- Stored data

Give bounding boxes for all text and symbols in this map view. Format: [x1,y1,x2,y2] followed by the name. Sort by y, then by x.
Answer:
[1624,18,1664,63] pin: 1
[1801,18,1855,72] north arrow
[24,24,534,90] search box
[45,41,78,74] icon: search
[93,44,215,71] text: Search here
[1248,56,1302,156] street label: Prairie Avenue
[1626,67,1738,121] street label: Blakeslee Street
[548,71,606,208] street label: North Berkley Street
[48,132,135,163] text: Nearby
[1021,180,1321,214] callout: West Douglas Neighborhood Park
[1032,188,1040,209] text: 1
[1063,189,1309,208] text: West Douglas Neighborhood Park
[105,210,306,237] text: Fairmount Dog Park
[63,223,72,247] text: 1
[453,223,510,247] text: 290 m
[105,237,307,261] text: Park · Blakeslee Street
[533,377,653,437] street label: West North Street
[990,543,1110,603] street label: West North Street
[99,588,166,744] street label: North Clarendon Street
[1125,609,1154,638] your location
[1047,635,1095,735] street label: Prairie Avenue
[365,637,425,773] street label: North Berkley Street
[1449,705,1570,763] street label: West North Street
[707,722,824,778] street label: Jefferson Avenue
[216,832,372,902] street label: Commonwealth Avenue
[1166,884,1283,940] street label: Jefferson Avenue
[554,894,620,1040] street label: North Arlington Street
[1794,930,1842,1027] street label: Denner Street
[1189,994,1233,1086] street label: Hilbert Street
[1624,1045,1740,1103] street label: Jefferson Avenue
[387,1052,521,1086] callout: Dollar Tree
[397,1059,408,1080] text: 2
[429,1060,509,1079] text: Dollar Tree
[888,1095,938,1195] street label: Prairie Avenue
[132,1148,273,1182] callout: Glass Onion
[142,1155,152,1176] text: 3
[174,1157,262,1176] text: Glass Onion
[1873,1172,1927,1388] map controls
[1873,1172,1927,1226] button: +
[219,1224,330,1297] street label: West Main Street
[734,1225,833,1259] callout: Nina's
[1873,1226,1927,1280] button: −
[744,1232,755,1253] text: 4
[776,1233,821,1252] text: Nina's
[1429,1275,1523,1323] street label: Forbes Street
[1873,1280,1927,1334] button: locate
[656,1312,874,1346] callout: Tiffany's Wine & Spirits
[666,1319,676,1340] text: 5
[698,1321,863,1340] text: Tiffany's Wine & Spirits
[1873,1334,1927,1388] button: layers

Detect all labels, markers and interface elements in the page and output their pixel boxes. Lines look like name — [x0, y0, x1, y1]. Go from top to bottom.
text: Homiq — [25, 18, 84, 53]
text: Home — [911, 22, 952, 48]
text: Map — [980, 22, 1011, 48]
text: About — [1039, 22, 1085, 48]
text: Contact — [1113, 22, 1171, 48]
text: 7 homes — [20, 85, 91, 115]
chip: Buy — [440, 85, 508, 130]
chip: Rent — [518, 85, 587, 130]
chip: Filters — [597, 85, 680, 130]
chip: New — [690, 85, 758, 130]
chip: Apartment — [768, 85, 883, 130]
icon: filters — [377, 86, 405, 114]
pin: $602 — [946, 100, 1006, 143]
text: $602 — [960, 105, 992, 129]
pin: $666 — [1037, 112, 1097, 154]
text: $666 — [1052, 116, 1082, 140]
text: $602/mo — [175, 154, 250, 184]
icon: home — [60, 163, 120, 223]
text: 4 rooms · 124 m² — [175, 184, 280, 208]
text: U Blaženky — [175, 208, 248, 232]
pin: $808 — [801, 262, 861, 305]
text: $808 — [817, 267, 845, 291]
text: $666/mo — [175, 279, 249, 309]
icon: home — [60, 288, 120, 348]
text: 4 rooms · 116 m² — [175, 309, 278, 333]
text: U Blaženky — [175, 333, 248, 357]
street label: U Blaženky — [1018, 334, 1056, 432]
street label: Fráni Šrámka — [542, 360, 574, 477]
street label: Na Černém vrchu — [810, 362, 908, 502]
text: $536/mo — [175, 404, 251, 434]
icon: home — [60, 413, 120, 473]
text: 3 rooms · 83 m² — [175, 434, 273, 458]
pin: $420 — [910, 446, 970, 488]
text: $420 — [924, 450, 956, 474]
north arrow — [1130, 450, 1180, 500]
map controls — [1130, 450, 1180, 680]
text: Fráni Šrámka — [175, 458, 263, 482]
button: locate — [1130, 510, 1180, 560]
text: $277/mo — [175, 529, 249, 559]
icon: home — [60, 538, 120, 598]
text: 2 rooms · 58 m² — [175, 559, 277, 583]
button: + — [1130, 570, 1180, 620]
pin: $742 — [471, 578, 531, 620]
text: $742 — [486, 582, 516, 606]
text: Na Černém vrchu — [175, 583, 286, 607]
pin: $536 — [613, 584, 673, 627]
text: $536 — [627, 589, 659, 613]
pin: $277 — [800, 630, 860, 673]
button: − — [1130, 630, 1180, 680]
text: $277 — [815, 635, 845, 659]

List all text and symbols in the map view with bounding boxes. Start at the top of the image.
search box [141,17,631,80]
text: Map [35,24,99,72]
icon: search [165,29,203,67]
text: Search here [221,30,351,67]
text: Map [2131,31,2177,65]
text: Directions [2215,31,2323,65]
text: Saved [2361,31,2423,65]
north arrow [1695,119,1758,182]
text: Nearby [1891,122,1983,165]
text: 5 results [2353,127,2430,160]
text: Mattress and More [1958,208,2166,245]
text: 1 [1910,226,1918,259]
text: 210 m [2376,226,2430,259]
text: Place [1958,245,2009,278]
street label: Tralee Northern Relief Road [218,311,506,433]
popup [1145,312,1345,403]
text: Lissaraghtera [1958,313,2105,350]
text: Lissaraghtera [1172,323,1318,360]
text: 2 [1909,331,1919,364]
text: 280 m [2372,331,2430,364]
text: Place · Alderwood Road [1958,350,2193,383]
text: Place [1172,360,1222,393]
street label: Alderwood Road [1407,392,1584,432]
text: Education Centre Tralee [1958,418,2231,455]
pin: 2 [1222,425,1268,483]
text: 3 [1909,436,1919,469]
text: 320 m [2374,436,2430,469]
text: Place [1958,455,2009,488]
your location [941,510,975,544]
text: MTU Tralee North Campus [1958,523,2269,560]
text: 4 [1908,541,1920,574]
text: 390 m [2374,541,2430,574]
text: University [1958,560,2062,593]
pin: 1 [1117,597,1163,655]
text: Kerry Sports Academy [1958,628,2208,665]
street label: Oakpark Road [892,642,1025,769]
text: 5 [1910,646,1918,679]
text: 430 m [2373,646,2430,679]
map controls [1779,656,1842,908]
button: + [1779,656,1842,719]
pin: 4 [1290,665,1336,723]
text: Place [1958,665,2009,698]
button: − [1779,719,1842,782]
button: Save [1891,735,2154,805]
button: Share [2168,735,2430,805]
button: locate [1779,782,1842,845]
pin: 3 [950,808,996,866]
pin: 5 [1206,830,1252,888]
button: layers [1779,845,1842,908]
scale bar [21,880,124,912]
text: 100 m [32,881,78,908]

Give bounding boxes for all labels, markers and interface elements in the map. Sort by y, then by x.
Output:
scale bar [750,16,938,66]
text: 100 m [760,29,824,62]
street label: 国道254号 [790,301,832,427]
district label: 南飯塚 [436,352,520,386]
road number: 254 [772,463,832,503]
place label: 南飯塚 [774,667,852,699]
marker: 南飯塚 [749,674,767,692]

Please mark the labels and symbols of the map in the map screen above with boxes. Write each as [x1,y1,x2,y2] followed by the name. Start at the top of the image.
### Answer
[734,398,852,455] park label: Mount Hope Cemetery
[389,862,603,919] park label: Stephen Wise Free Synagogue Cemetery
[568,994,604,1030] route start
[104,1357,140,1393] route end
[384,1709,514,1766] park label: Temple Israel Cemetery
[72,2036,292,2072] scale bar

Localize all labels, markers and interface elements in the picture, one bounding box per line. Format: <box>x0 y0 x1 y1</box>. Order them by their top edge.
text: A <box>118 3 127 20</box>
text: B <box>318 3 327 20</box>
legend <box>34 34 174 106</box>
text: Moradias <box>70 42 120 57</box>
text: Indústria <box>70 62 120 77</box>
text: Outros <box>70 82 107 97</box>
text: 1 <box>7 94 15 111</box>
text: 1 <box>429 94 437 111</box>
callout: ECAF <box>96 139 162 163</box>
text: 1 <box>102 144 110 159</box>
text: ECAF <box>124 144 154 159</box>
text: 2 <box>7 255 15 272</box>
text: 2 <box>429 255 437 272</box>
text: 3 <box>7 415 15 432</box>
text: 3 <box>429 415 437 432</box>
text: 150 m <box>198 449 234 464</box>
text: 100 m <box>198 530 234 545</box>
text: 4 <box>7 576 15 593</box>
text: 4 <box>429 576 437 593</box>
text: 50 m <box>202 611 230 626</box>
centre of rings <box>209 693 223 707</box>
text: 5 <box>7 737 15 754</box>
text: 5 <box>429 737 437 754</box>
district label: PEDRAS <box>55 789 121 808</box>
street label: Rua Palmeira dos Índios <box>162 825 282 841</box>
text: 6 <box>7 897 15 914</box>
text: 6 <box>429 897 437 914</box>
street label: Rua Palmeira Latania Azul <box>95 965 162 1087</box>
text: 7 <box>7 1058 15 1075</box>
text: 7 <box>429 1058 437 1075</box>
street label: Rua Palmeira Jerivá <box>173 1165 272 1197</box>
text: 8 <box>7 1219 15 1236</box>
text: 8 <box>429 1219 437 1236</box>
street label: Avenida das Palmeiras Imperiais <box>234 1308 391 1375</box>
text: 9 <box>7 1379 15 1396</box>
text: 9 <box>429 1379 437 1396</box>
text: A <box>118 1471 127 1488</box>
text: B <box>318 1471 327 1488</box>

- What you need to do
How many lines in the material contain the string "layers"? Give the number alone.

- Written response
2